On Sun, Mar 20, 2016 at 02:53:10PM +0100, Andreas Noever wrote:
> - My firmware does not provide the TRPE ACPI method, only XRPE. So
> either TRPE is only post CactusRidge or it is only present in newer
> MBPs. In any case the OS X driver looks for TRPE first and uses XRPE
> only if TRPE does not exists. I suggest we do the same (but see below
> for TRPE).

I only had the acpidump of an MBA6 (2013) available when I implemented
this and it uses TRPE. I have since been able to obtain the acpidump of
an MBP10 (2012) and you're right, it uses XRPE. Both have the same
controller, Cactus Ridge 4C. It looks like they changed this on machines
introduced 2013. It's just a rename of the method, there are no machines
which have both methods.


> - The XRIN GPE fired immediately after the power was cut. The problem
> seems to be that the controller takes a bit to shut down. The solution
> is to poll until XRIL returns 1 before activating the GPE. On "Type 2"
> devices the OS X driver polls up to 300 times with a 1ms sleep in
> between (for me 1 or 2 iterations were always enough). Afaik no
> polling is done on "Type 1" devices.

Hm, this means that the semantics of XRIN and XRIL changed on Cactus
Ridge. I have changed the behaviour to be exactly as you've specified
above, this works fine on Light Ridge and should hopefully also work
on Cactus Ridge, no distinction between Type 1 and Type 2 necessary.

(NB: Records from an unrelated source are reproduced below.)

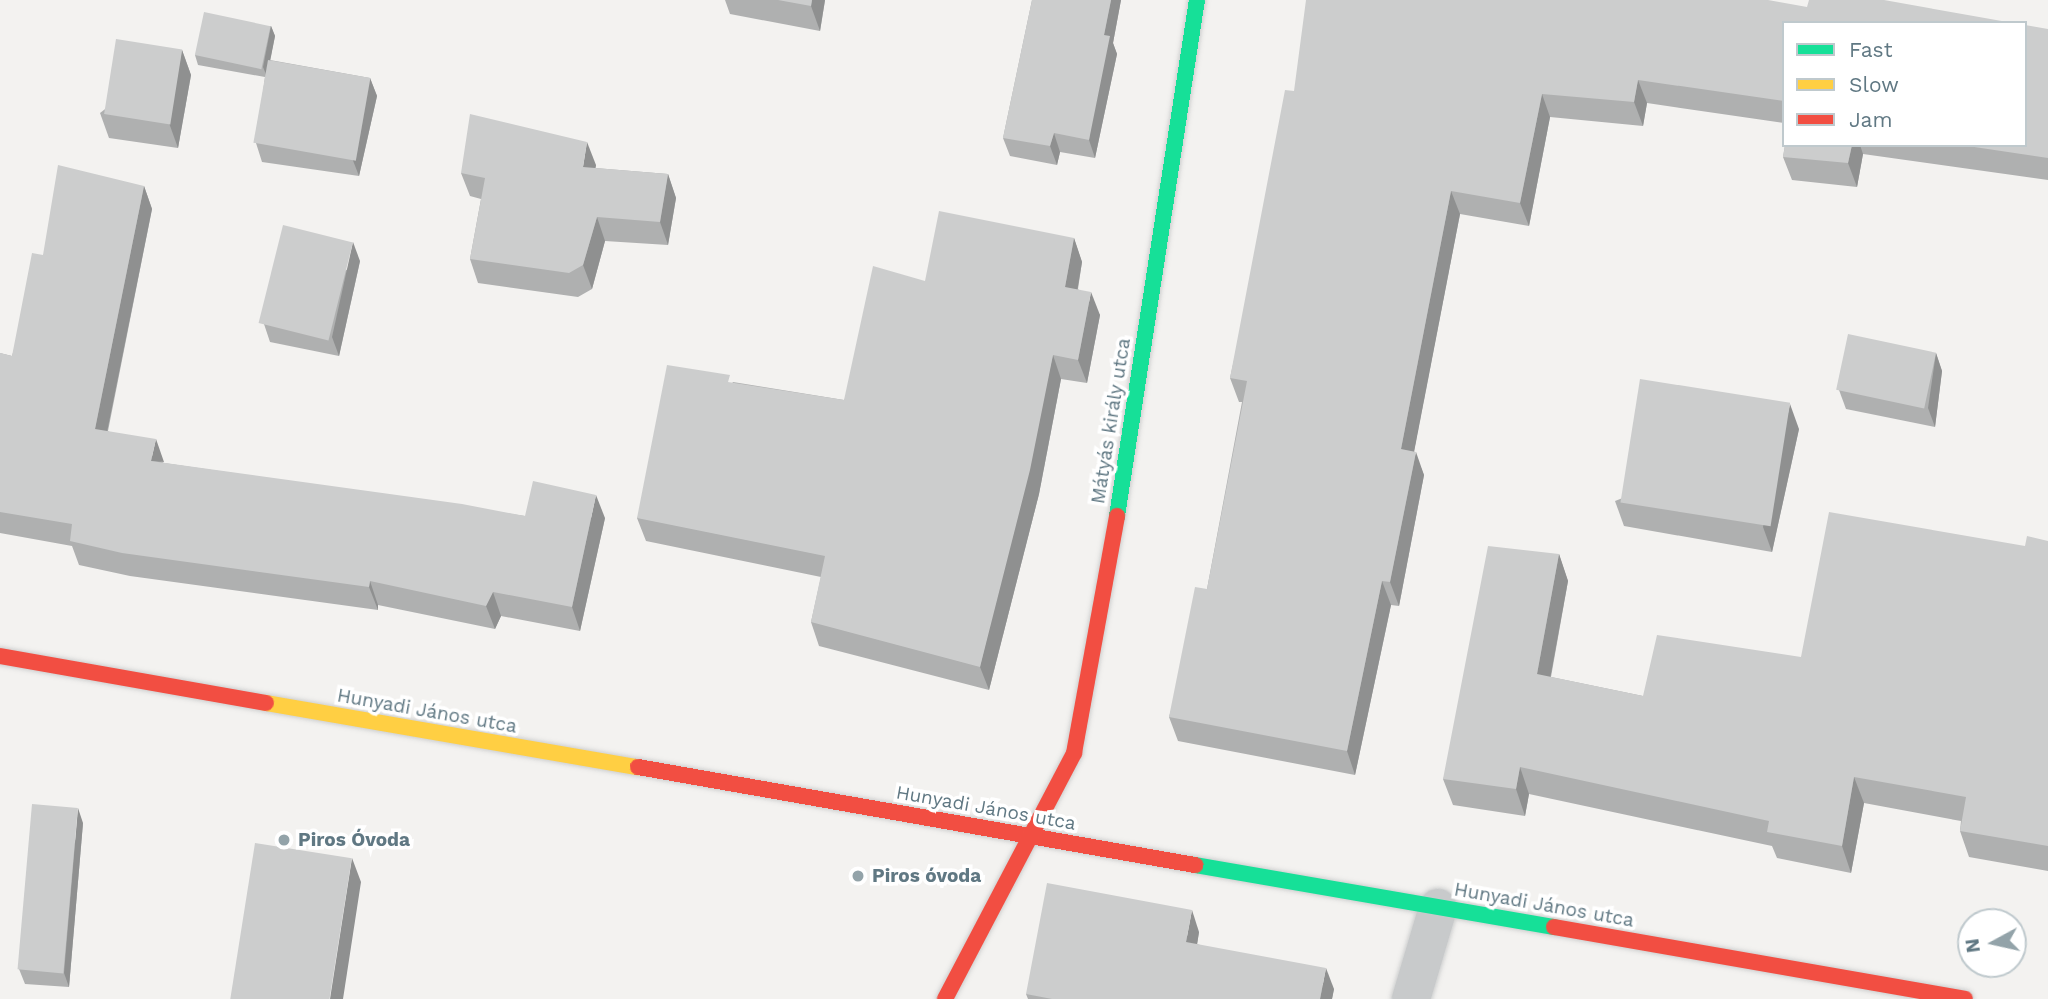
<!DOCTYPE html>
<meta charset="utf-8">
<style>
body{margin:0}
#map{position:relative;width:2048px;height:999px;overflow:hidden;background:#f3f2f0;font-family:"Work Sans",sans-serif}
div>[style]{position:absolute}
[style*='--x']{left:calc(var(--x)*1px);top:calc(var(--y)*1px);width:calc(var(--w)*1px);rotate:calc(var(--a)*1deg)}
.roads{filter:drop-shadow(0 0 2px #cecfcf) drop-shadow(0 0 2px #cecfcf)}
.street>*{height:38px;margin:-19px;padding:0 19px;transform-origin:19px;border-radius:19px;background:#c8cacb}
.fast>*{height:16px;margin:-8px;padding:0 8px;transform-origin:8px;border-radius:8px;background:#16e098}
.slow>*{height:16px;margin:-8px;padding:0 8px;transform-origin:8px;border-radius:8px;background:#ffcf43}
.jam>*{height:16px;margin:-8px;padding:0 8px;transform-origin:8px;border-radius:8px;background:#f24e42}
.wall>*{inset:0;background:#afb0b0}
.shaded-wall>*{inset:0;background:#8f9090}
.building>*{inset:0;background:#cccdcd;transform-origin:0 0}
.dots>*{width:19px;height:19px;translate:-50% -50%;box-sizing:border-box;border:4px solid #fff;border-radius:50%}
span{translate:-50% -50%;white-space:nowrap;text-align:center;line-height:1.15;-webkit-text-stroke:7px #fff;paint-order:stroke}
.street-label{font-size:19px;color:#607883}
.poi-label{font-size:19px;color:#607883;font-weight:700}
.left{translate:0 -50%;text-align:left}
.legend{position:absolute;left:1782px;top:21px;width:245px;height:126px;box-sizing:border-box;background:#fff;border:2px solid #bfc9cd;margin:0;padding:9px 12px;list-style:none;font-size:21px;color:#607883}
.legend li{display:flex;align-items:center;gap:14px;height:35px}
.legend b{width:35px;border:2px solid #bfc9cd}
.north{position:absolute;left:1957px;top:908px;width:70px;height:70px;box-sizing:border-box;background:#fff;border:2px solid #bfc9cd;border-radius:50%;rotate:262deg;font-size:19px;font-weight:700;line-height:28px;text-align:center;color:#607883}
.north::after{content:'';display:block;margin:auto;width:24px;height:32px;background:#93a3a9;clip-path:polygon(50% 0,100% 100%,50% 72%,0 100%)}
</style>
<div id="map">
<div class="roads">
<div class="street">
<div style="--x:1411;--y:999;--w:95;--a:-73.5"></div>
</div>
<div class="fast">
<div style="--x:1117;--y:516;--w:522;--a:-81.19"></div>
<div style="--x:1195;--y:865;--w:364;--a:9.8"></div>
</div>
<div class="slow">
<div style="--x:266;--y:703;--w:377;--a:9.8"></div>
</div>
<div class="jam">
<div style="--x:0;--y:656;--w:270;--a:10"></div>
<div style="--x:638;--y:767;--w:566;--a:9.98"></div>
<div style="--x:1554;--y:927;--w:417;--a:9.9"></div>
<div style="--x:945;--y:999;--w:278;--a:-62.3"></div>
<div style="--x:1074;--y:753;--w:241;--a:-79.7"></div>
</div>
</div>
<div class="wall">
<div style="clip-path:polygon(725px 0,825px 0,820px 31px,730px 14px)"></div>
<div style="clip-path:polygon(1032px 0,1121px 0,1113px 43px,1117px 54px,1095px 158px,1060px 152px,1057px 165px,1010px 156px,1003px 138px)"></div>
<div style="clip-path:polygon(1884px 0,1784px 23px,1784px 123px,1647px 103px,1643px 126px,1550px 117px,1529px 226px,1460px 214px,1414px 451px,1424px 475px,1399px 606px,1391px 605px,1355px 775px,1178px 741px,1169px 717px,1207px 589px,1242px 402px,1239px 402px,1230px 378px,1294px 91px,1807px 7px)"></div>
<div style="clip-path:polygon(271px 26px,275px 36px,270px 60px,370px 78px,377px 96px,359px 176px,262px 162px,256px 143px,265px 77px,198px 65px,195px 55px)"></div>
<div style="clip-path:polygon(2048px 29px,2048px 180px,1863px 154px,1857px 187px,1792px 180px,1783px 157px,1785px 145px,2025px 145px)"></div>
<div style="clip-path:polygon(182px 50px,191px 75px,178px 148px,109px 138px,100px 113px)"></div>
<div style="clip-path:polygon(596px 165px,595px 168px,668px 174px,676px 198px,668px 245px,605px 241px,592px 289px,578px 297px,478px 283px,470px 259px,481px 199px,470px 196px,461px 173px)"></div>
<div style="clip-path:polygon(144px 186px,152px 209px,108px 431px,164px 463px,525px 516px,605px 518px,580px 631px,501px 616px,495px 629px,378px 605px,378px 610px,130px 576px,79px 565px,72px 546px,0 533px,0 353px,12px 356px,43px 255px)"></div>
<div style="clip-path:polygon(1074px 238px,1082px 262px,1078px 289px,1100px 315px,1087px 383px,1061px 379px,1039px 494px,989px 690px,819px 646px,811px 622px,821px 577px,646px 541px,637px 518px,733px 382px,844px 400px,925px 281px)"></div>
<div style="clip-path:polygon(360px 261px,339px 356px,270px 342px,264px 324px)"></div>
<div style="clip-path:polygon(1936px 353px,1942px 371px,1935px 427px,1846px 409px,1839px 390px)"></div>
<div style="clip-path:polygon(1799px 429px,1772px 552px,1624px 526px,1615px 501px)"></div>
<div style="clip-path:polygon(2048px 541px,2048px 871px,1969px 857px,1960px 831px,1961px 821px,1864px 803px,1851px 873px,1777px 858px,1772px 846px,1529px 794px,1525px 816px,1453px 805px,1443px 779px,1559px 554px,1568px 581px,1551px 677px,1643px 696px,1801px 657px,2025px 546px)"></div>
<div style="clip-path:polygon(83px 823px,69px 987px,25px 984px,19px 969px)"></div>
<div style="clip-path:polygon(1199px 932px,1197px 944px,1334px 989px,1332px 999px,1028px 999px,1026px 994px)"></div>
</div>
<div class="shaded-wall">
<div style="clip-path:polygon(812px 0,825px 0,820px 31px,811px 6px)"></div>
<div style="clip-path:polygon(1111px 0,1121px 0,1113px 43px,1117px 54px,1095px 158px,1089px 140px,1104px 35px)"></div>
<div style="clip-path:polygon(271px 26px,275px 36px,267px 77px,263px 67px)"></div>
<div style="clip-path:polygon(182px 50px,191px 75px,178px 148px,169px 123px)"></div>
<div style="clip-path:polygon(370px 78px,377px 96px,359px 176px,352px 158px)"></div>
<div style="clip-path:polygon(1638px 80px,1647px 103px,1643px 126px,1634px 102px)"></div>
<div style="clip-path:polygon(1542px 94px,1550px 117px,1529px 226px,1520px 203px)"></div>
<div style="clip-path:polygon(1054px 133px,1060px 152px,1057px 165px,1050px 146px)"></div>
<div style="clip-path:polygon(587px 142px,596px 165px,592px 191px,583px 167px)"></div>
<div style="clip-path:polygon(1852px 145px,1860px 145px,1863px 154px,1857px 187px,1848px 163px)"></div>
<div style="clip-path:polygon(668px 174px,676px 198px,668px 245px,660px 222px)"></div>
<div style="clip-path:polygon(144px 186px,152px 209px,103px 452px,95px 429px)"></div>
<div style="clip-path:polygon(1451px 191px,1460px 214px,1410px 473px,1401px 449px)"></div>
<div style="clip-path:polygon(597px 217px,605px 241px,592px 289px,583px 265px)"></div>
<div style="clip-path:polygon(1074px 238px,1082px 262px,1074px 310px,1065px 287px)"></div>
<div style="clip-path:polygon(353px 242px,360px 261px,339px 356px,332px 337px)"></div>
<div style="clip-path:polygon(1091px 292px,1100px 315px,1087px 383px,1078px 360px)"></div>
<div style="clip-path:polygon(1936px 353px,1942px 371px,1935px 427px,1928px 408px)"></div>
<div style="clip-path:polygon(1053px 355px,1061px 379px,1039px 494px,989px 690px,980px 667px)"></div>
<div style="clip-path:polygon(1790px 404px,1799px 429px,1772px 552px,1763px 527px)"></div>
<div style="clip-path:polygon(156px 439px,164px 462px,151px 461px)"></div>
<div style="clip-path:polygon(1416px 452px,1424px 475px,1399px 606px,1390px 582px)"></div>
<div style="clip-path:polygon(596px 495px,605px 518px,580px 631px,572px 607px)"></div>
<div style="clip-path:polygon(1559px 554px,1568px 581px,1546px 701px,1537px 674px)"></div>
<div style="clip-path:polygon(370px 581px,378px 605px,378px 610px,369px 587px)"></div>
<div style="clip-path:polygon(1382px 581px,1391px 605px,1355px 775px,1347px 751px)"></div>
<div style="clip-path:polygon(493px 592px,501px 616px,495px 629px,486px 606px)"></div>
<div style="clip-path:polygon(1520px 767px,1529px 794px,1525px 816px,1516px 789px)"></div>
<div style="clip-path:polygon(1854px 777px,1864px 803px,1851px 873px,1842px 846px)"></div>
<div style="clip-path:polygon(78px 808px,83px 823px,69px 987px,64px 973px)"></div>
<div style="clip-path:polygon(352px 858px,361px 882px,343px 999px,330px 999px)"></div>
<div style="clip-path:polygon(1192px 910px,1199px 932px,1194px 964px,1186px 942px)"></div>
<div style="clip-path:polygon(1326px 968px,1334px 989px,1332px 999px,1320px 999px)"></div>
</div>
<div class="building">
<div style="clip-path:polygon(778px 0,812px 0,811px 6px)"></div>
<div style="clip-path:polygon(1032px 0,1111px 0,1104px 35px,1110px 36px,1089px 140px,1054px 133px,1050px 146px,1003px 138px)"></div>
<div style="clip-path:polygon(1306px 0,1768px 0,1807px 7px,1809px 0,1884px 0,2013px 23px,1784px 23px,1784px 101px,1638px 80px,1634px 102px,1542px 94px,1520px 203px,1451px 191px,1401px 449px,1416px 452px,1390px 582px,1382px 581px,1347px 751px,1169px 717px,1195px 587px,1207px 589px,1247px 381px,1230px 378px,1285px 90px,1294px 91px)"></div>
<div style="left:204px;top:12px;width:68px;height:44px;rotate:12deg"></div>
<div style="clip-path:polygon(2025px 25px,2048px 29px,2048px 158px,1961px 145px,2025px 145px)"></div>
<div style="left:116px;top:39px;width:67px;height:76px;rotate:9deg"></div>
<div style="left:268px;top:60px;width:104px;height:84px;rotate:10deg"></div>
<div style="clip-path:polygon(470px 114px,587px 142px,583px 167px,668px 174px,660px 222px,597px 217px,583px 265px,569px 273px,470px 259px,485px 178px,461px 173px)"></div>
<div style="clip-path:polygon(1785px 145px,1852px 145px,1848px 163px,1783px 157px)"></div>
<div style="clip-path:polygon(58px 165px,144px 186px,95px 429px,156px 439px,151px 461px,462px 504px,525px 516px,533px 481px,596px 495px,572px 607px,493px 592px,486px 606px,370px 581px,369px 587px,122px 553px,70px 541px,72px 524px,0 512px,0 353px,12px 356px,32px 253px,43px 255px)"></div>
<div style="clip-path:polygon(939px 211px,1074px 238px,1065px 287px,1091px 292px,1078px 360px,1053px 355px,1030px 470px,980px 667px,811px 622px,825px 556px,637px 518px,667px 365px,730px 375px,728px 382px,844px 400px,873px 266px,925px 281px)"></div>
<div style="left:283px;top:225px;width:72px;height:101px;rotate:14deg"></div>
<div style="left:1848px;top:334px;width:90px;height:57px;rotate:12deg"></div>
<div style="left:1640px;top:379px;width:152px;height:125px;rotate:9deg"></div>
<div style="clip-path:polygon(1829px 512px,2025px 546px,2027px 536px,2048px 541px,2048px 846px,1960px 831px,1966px 797px,1854px 777px,1842px 846px,1767px 832px,1769px 821px,1520px 767px,1516px 789px,1443px 779px,1488px 546px,1559px 554px,1537px 674px,1643px 696px,1657px 635px,1801px 657px)"></div>
<div style="left:32px;top:804px;width:46px;height:166px;rotate:5deg"></div>
<div style="left:255px;top:843px;width:98px;height:158px;rotate:9deg"></div>
<div style="clip-path:polygon(1047px 883px,1192px 910px,1186px 942px,1326px 968px,1320px 999px,1052px 999px,1026px 994px)"></div>
</div>
<div class="dots">
<div style="left:284px;top:840px;background:#93a3a9"></div>
<div style="left:858px;top:876px;background:#93a3a9"></div>
</div>
<div class="street-label">
<span style="left:1111px;top:421px;rotate:-81deg">Mátyás király utca</span>
<span style="left:427px;top:711px;rotate:10deg">Hunyadi János utca</span>
<span style="left:986px;top:808px;rotate:10deg">Hunyadi János utca</span>
<span style="left:1544px;top:905px;rotate:10deg">Hunyadi János utca</span>
</div>
<div class="poi-label">
<span class="left" style="left:298px;top:840px">Piros Óvoda</span>
<span class="left" style="left:872px;top:876px">Piros óvoda</span>
</div>
<ul class="legend">
<li><b style="height:9px;background:#16e098"></b>Fast</li>
<li><b style="height:9px;background:#ffcf43"></b>Slow</li>
<li><b style="height:9px;background:#f24e42"></b>Jam</li>
</ul>
<div class="north">N</div>
</div>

> Also the OS X interrupt handler checks XRIL
> and only wakes up the device if it returns 0. This was not necessary
> to do on my model - but maybe spurious interrupts can happen with
> newer controllers?

They're doing lots of stuff which seems superfluous or needlessly
complicated, e.g. they also reset the controller upon driver load using
the XRST method (which exists only on some models). I don't think we
have to do everything exactly as they do as long as it works.
FWIW I haven't seen any spurious XRIN interrupts on Light Ridge.


> Concerning TRPE style hardware: It seems that pm is more complicated
> here. I see a bunch of references to SX* ACPI methods (SXFP, SXLV,
> SXIO) and have not yet figured out what they do. Maybe we should not
> enable PM if XRPE is not present until we find someone to test it.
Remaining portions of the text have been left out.